Saved entries:

===============

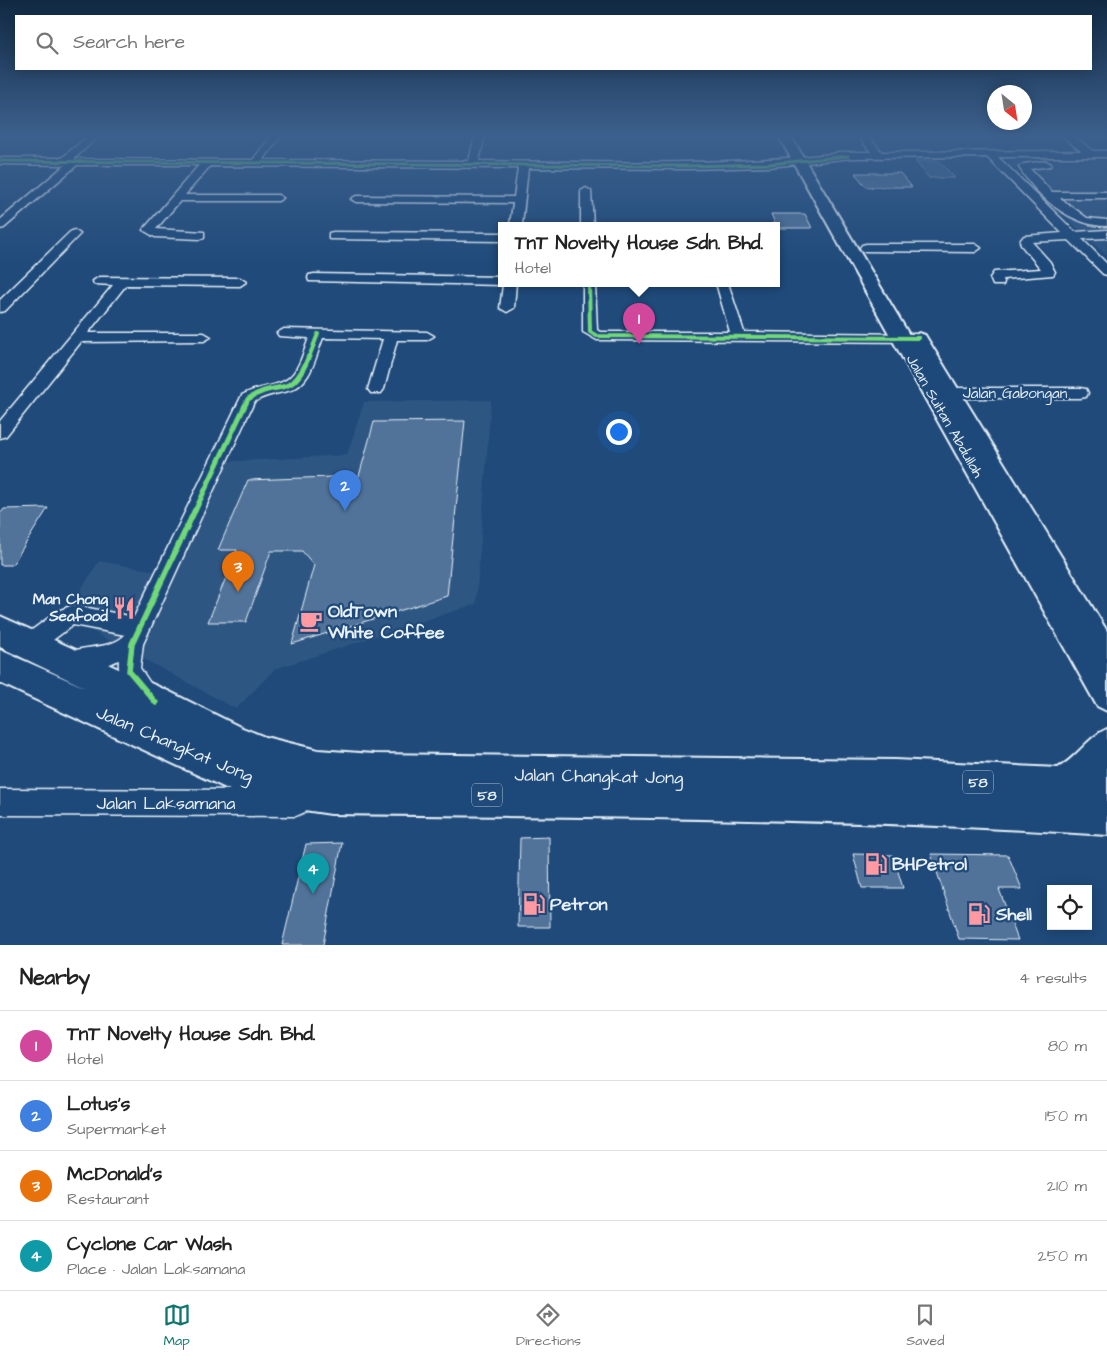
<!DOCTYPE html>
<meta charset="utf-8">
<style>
:root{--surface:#fff;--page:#f6f6f6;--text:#222;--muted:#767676;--line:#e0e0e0;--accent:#0f766e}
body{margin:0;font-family:"Architects Daughter",sans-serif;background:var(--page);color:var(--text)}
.controls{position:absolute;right:15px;bottom:15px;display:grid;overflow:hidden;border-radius:0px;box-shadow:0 2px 12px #0003}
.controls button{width:45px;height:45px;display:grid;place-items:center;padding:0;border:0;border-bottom:1px solid var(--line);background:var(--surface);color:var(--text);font:25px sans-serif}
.compass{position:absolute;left:987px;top:85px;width:45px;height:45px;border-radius:50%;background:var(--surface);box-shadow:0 2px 12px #0003;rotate:150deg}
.you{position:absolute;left:618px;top:431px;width:18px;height:18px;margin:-12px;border:4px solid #fff;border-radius:50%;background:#1a73e8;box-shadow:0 0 0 8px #1a73e833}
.badge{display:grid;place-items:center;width:32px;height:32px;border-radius:50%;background:var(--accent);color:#fff;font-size:16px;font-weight:700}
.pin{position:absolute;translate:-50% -41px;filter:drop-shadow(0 1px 2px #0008)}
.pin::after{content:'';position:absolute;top:26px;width:18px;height:15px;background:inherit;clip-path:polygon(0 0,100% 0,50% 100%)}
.popup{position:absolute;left:498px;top:222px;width:282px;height:65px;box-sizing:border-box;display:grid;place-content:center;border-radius:0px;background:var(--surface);filter:drop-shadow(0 1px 4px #0005);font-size:16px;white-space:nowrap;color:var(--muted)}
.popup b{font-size:19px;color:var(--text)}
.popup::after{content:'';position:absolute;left:50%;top:100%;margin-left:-10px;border:10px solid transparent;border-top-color:var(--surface)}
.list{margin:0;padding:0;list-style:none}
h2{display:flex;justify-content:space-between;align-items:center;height:65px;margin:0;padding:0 20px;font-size:21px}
h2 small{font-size:16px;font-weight:400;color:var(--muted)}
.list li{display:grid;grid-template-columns:32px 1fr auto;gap:15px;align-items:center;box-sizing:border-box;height:70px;padding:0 20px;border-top:1px solid var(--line)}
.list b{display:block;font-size:19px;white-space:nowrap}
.list p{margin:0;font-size:16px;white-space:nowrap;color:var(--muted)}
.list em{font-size:16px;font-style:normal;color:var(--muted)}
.icon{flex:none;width:28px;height:28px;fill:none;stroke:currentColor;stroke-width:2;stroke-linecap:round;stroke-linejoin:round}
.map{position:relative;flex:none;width:1107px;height:945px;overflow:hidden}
.search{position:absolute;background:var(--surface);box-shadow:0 2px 12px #0003;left:15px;right:15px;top:15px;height:55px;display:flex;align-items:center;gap:12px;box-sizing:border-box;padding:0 18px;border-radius:0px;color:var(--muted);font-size:19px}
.sheet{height:345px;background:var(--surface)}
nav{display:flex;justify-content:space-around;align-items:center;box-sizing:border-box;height:70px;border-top:1px solid var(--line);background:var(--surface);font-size:14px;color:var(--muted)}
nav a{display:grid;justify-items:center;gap:2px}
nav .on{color:var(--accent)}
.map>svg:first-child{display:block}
.built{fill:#2e5683}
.green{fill:#3c628c;stroke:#92aac2}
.building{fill:#517399;stroke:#e8f1f8}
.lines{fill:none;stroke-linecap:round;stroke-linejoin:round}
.minor-casing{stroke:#e8f1f8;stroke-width:3}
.major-casing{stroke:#e8f1f8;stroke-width:4}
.highway-casing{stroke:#e8f1f8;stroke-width:4}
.minor{fill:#1f4a7a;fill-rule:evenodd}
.major{fill:#1f4a7a;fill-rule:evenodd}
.highway{fill:#1f4a7a;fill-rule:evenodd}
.cycleway-far3-casing{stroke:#1f4a7a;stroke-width:5}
.cycleway-far2-casing{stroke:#1f4a7a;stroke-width:6}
.cycleway-far1-casing{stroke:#1f4a7a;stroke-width:8}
.cycleway-casing{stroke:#1f4a7a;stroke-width:9}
.cycleway-far3{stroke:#71d979;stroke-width:3}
.cycleway-far2{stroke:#71d979;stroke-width:4}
.cycleway-far1{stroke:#71d979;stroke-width:5}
.cycleway{stroke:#71d979;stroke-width:5.5}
.labels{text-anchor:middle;stroke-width:4.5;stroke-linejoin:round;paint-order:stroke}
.shield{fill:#1f4a7a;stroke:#acbfd2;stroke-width:1}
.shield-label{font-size:14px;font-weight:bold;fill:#e8f1f8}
.street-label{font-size:15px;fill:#e8f1f8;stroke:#1f4a7a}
.poi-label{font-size:15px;font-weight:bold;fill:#e8f1f8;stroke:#1f4a7a;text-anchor:end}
.near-poi-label{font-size:18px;font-weight:bold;fill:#e8f1f8;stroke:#1f4a7a;text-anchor:start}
.near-street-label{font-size:18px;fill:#e8f1f8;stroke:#1f4a7a}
</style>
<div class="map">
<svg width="1107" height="945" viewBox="0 0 1107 945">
<rect width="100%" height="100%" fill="#1f4a7a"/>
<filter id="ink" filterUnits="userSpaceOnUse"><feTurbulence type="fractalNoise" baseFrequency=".02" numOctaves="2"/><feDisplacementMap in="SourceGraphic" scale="10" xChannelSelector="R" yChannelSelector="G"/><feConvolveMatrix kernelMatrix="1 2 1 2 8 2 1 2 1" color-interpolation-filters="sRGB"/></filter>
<g filter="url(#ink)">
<g class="built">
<path d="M1107,160V256L1008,161Z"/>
<path d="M491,400L476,604L275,669L236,709L64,616L99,561L162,572L219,462L347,455L364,402Z"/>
</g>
<path class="green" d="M915,161H939L955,178H929Z"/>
<g class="building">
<path d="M855,173H900L912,187H866Z"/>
<path d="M771,214H805L812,228H777Z"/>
<path d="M465,421L447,596L292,644L314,565L302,551H271L246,622H208L237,550H218L248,480L359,476L374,422Z"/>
<path d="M48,508L12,565H0V514L4,509Z"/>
<path d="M549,837L550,927H518L520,838Z"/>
<path d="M342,843L323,945H282L306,844Z"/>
<path d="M853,854L893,855L903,888H862Z"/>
<path d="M931,854L1008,855L1022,889H999L1018,940L959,939Z"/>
</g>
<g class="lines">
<defs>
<g id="minor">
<path d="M89,135H100L74,159L253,160L272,135H282L263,160L469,161L475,135H485L479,161C597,162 716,166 833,154L838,152H871L857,135H867L882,152L1081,151L1061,135H1072L1093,151H1107V157H998L1075,232L1107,230V238L1082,239L1107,264V275L1103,274L1069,240L1032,242L1050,262L1055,272L1053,275L1003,279L1004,282L1003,285H993L990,278L994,272L1041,269L1021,245L1020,241L1024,236L1062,233L987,157L852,158L769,167L688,169L528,168L522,225H510L513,203L356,202L351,199L356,196L514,197L518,168L210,166L185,195H278L283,198L278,201H180L156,229L204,232V238L200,239L155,237L143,230L199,165H77L4,228L0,229V220L65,165L0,164V158H62Z"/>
<path d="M1046,161L1051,164L1050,166L1030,169L1052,192H1107V198H1060L1087,218L1107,220V226C1071,226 1037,197 1019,167L1024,164Z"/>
<path d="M586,188L591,191L593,225H581V191Z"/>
<path d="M74,230L80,234L78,236L5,311L0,312V300L70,232Z"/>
<path d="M333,232L502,233V241L329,239V233Z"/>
<path d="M866,244H975L981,248L975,252L862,251L860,248L862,245Z"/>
<path d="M314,274L502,277V283H516L514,308L507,312L500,308L503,285L309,281L308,278L309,275Z"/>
<path d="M99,277L240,278L246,282L240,286L126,285L88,333H204L211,337L204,341L81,342L6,436L0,438V421L113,285L94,284L93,281Z"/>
<path d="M583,283H595L597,330L600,332H730L716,283H728L744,332L916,334L923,338L916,342L597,340L583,332Z"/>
<path d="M284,329L427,332L434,336L427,340H397L384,389L381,393H371L368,389L383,339L323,338C315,358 311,385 288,391C276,394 265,395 254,402L143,644L140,668L156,692L153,700L145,703C129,697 117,677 119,660C103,667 84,675 66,667L63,660L66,653C85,645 110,650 125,635L73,625L37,652L29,655L21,652L18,645L21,638L58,611L73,605L134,617L242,395C256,386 280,387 290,377C300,368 304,350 309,338L279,336L277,333Z"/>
<path d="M951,388H1080L1086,389L1088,393L1086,397L1080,398H951L945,397L943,393L945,389Z"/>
<path d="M0,789L296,790L305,794L309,803L305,812L296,816L0,815Z"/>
</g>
<path id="major" d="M778,135H790L911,338L919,333L925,335L1107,631V711L1097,706Z"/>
<path id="highway" d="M0,616L168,691L240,727L265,737L318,750L374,754L895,760L1058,768C1079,756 1088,737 1107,729V835C849,818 590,817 331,814L284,807L230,790L0,683V650L86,688L0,647Z"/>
</defs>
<use href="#minor" class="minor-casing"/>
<use href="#major" class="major-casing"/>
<use href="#highway" class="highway-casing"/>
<use href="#minor" class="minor"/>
<use href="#major" class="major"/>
<use href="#highway" class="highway"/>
<defs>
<path id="cycleway-far3" d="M0,161L688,166L769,164L848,156"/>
<g id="cycleway-far2">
<path d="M589,283L590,332L597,336L919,338"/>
<path d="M309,357L318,334"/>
</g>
<path id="cycleway-far1" d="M195,511L248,399C279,378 291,402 309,356"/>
<path id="cycleway" d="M156,703L129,671L132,644L195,510"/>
</defs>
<use href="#cycleway-far3" class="cycleway-far3-casing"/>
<use href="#cycleway-far2" class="cycleway-far2-casing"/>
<use href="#cycleway-far1" class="cycleway-far1-casing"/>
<use href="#cycleway" class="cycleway-casing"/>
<use href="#cycleway-far3" class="cycleway-far3"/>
<use href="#cycleway-far2" class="cycleway-far2"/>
<use href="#cycleway-far1" class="cycleway-far1"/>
<use href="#cycleway" class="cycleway"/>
</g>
</g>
<linearGradient id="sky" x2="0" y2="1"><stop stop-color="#112943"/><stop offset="0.51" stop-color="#3c608d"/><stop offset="1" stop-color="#3c608d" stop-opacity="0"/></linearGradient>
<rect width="1107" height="267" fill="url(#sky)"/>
<defs>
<symbol id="restaurant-bare" viewBox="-9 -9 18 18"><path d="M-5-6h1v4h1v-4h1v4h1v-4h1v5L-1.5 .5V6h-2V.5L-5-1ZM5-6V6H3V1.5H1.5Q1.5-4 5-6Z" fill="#ff9aa2" stroke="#1f4a7a" stroke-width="2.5" paint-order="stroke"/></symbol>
<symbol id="cafe-bare" viewBox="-9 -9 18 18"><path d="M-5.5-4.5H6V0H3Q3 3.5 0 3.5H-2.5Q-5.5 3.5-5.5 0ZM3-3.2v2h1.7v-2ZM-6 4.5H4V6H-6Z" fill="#ff9aa2" stroke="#1f4a7a" stroke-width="2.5" paint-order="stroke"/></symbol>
<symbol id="fuel-bare" viewBox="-9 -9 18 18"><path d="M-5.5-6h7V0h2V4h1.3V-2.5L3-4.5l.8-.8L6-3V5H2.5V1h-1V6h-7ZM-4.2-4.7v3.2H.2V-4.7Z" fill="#ff9aa2" stroke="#1f4a7a" stroke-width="2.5" paint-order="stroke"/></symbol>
</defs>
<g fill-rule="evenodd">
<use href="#restaurant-bare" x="108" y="592" width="32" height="32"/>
<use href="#cafe-bare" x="295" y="605" width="32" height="32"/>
<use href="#fuel-bare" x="860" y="848" width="32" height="32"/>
<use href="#fuel-bare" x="518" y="888" width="32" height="32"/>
<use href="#fuel-bare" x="963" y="898" width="32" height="32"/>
</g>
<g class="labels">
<g class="shield">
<rect x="963" y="770.5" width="30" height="23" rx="4"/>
<rect x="472" y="783.5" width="30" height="23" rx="4"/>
</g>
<g class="shield-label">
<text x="978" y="787">58</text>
<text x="487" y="800">58</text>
</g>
<g class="street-label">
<text x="1015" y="398">Jalan Gabongan</text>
<text transform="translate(945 416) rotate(60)" y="5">Jalan Sultan Abdullah</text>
</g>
<g class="poi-label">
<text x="108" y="604">Man Chong<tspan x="108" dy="17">Seafood</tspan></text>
</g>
<g class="near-poi-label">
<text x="328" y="617">OldTown<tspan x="328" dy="21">White Coffee</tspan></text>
<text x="892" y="870">BHPetrol</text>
<text x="550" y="910">Petron</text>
<text x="996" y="920">Shell</text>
</g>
<g class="near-street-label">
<text transform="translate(175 744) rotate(23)" y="6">Jalan Changkat Jong</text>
<text transform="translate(599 776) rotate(1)" y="6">Jalan Changkat Jong</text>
<text x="166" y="809">Jalan Laksamana</text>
</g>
</g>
</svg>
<div class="controls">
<button><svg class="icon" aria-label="locate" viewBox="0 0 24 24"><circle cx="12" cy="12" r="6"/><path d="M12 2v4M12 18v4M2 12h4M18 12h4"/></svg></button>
</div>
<svg class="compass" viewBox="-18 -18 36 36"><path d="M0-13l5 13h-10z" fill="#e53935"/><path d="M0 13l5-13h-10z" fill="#767676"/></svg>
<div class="you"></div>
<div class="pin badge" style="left:639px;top:344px;background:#d1479c">1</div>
<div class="popup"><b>TnT Novelty House Sdn. Bhd.</b>Hotel</div>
<div class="pin badge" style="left:345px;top:511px;background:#3f7fe0">2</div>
<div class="pin badge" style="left:238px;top:592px;background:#e8710a">3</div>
<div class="pin badge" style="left:313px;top:894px;background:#0f9aa8">4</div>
<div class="search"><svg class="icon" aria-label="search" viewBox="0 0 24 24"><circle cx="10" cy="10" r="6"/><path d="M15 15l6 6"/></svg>Search here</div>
</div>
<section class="sheet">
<h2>Nearby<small>4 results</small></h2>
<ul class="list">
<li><span class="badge" style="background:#d1479c">1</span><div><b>TnT Novelty House Sdn. Bhd.</b><p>Hotel</p></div><em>80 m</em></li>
<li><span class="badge" style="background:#3f7fe0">2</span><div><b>Lotus's</b><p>Supermarket</p></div><em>150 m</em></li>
<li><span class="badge" style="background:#e8710a">3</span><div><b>McDonald's</b><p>Restaurant</p></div><em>210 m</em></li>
<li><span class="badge" style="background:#0f9aa8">4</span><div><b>Cyclone Car Wash</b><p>Place · Jalan Laksamana</p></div><em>250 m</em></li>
</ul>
</section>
<nav>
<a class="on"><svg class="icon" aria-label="map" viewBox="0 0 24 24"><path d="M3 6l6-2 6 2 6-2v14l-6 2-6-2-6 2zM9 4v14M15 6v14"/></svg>Map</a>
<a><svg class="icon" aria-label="directions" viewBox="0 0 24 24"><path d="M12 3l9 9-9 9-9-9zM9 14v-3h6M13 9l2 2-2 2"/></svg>Directions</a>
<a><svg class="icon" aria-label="saved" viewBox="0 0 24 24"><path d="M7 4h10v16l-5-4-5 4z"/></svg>Saved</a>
</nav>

===============

This task asks for the number of lines above that include the string "sans". Respond with that number only.

Written answer:
2